(Material shown)

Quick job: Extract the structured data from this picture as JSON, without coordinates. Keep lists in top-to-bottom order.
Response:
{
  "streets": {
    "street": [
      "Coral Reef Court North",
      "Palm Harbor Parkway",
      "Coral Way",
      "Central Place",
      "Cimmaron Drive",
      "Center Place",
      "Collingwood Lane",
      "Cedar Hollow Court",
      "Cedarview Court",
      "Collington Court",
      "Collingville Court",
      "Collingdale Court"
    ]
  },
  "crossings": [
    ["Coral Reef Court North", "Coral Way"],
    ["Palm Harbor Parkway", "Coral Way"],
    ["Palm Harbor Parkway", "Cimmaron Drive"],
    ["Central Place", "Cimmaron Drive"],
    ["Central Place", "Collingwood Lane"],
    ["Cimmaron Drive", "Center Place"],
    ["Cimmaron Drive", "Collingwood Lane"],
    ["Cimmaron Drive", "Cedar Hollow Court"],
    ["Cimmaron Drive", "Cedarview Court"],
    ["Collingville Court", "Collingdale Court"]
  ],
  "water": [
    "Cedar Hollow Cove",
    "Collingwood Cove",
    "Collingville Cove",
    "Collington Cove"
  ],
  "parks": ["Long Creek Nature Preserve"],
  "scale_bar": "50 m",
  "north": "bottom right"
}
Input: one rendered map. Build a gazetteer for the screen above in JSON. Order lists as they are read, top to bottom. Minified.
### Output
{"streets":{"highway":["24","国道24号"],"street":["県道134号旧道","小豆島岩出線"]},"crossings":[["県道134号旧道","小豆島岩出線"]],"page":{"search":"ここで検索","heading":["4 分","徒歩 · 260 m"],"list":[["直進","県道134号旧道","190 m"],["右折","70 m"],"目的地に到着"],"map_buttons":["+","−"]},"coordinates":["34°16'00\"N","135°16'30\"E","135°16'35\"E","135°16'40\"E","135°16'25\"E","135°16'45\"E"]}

(End Material shown)

Instructions for the task
Retype all of the entries. Keep each one exactly as written.

Reply
Quick job: Extract the structured data from this picture as JSON, without coordinates. Keep lists in top-to-bottom order.
Response:
{
  "streets": {
    "street": [
      "Coral Reef Court North",
      "Palm Harbor Parkway",
      "Coral Way",
      "Central Place",
      "Cimmaron Drive",
      "Center Place",
      "Collingwood Lane",
      "Cedar Hollow Court",
      "Cedarview Court",
      "Collington Court",
      "Collingville Court",
      "Collingdale Court"
    ]
  },
  "crossings": [
    ["Coral Reef Court North", "Coral Way"],
    ["Palm Harbor Parkway", "Coral Way"],
    ["Palm Harbor Parkway", "Cimmaron Drive"],
    ["Central Place", "Cimmaron Drive"],
    ["Central Place", "Collingwood Lane"],
    ["Cimmaron Drive", "Center Place"],
    ["Cimmaron Drive", "Collingwood Lane"],
    ["Cimmaron Drive", "Cedar Hollow Court"],
    ["Cimmaron Drive", "Cedarview Court"],
    ["Collingville Court", "Collingdale Court"]
  ],
  "water": [
    "Cedar Hollow Cove",
    "Collingwood Cove",
    "Collingville Cove",
    "Collington Cove"
  ],
  "parks": ["Long Creek Nature Preserve"],
  "scale_bar": "50 m",
  "north": "bottom right"
}
Input: one rendered map. Build a gazetteer for the screen above in JSON. Order lists as they are read, top to bottom. Minified.
### Output
{"streets":{"highway":["24","国道24号"],"street":["県道134号旧道","小豆島岩出線"]},"crossings":[["県道134号旧道","小豆島岩出線"]],"page":{"search":"ここで検索","heading":["4 分","徒歩 · 260 m"],"list":[["直進","県道134号旧道","190 m"],["右折","70 m"],"目的地に到着"],"map_buttons":["+","−"]},"coordinates":["34°16'00\"N","135°16'30\"E","135°16'35\"E","135°16'40\"E","135°16'25\"E","135°16'45\"E"]}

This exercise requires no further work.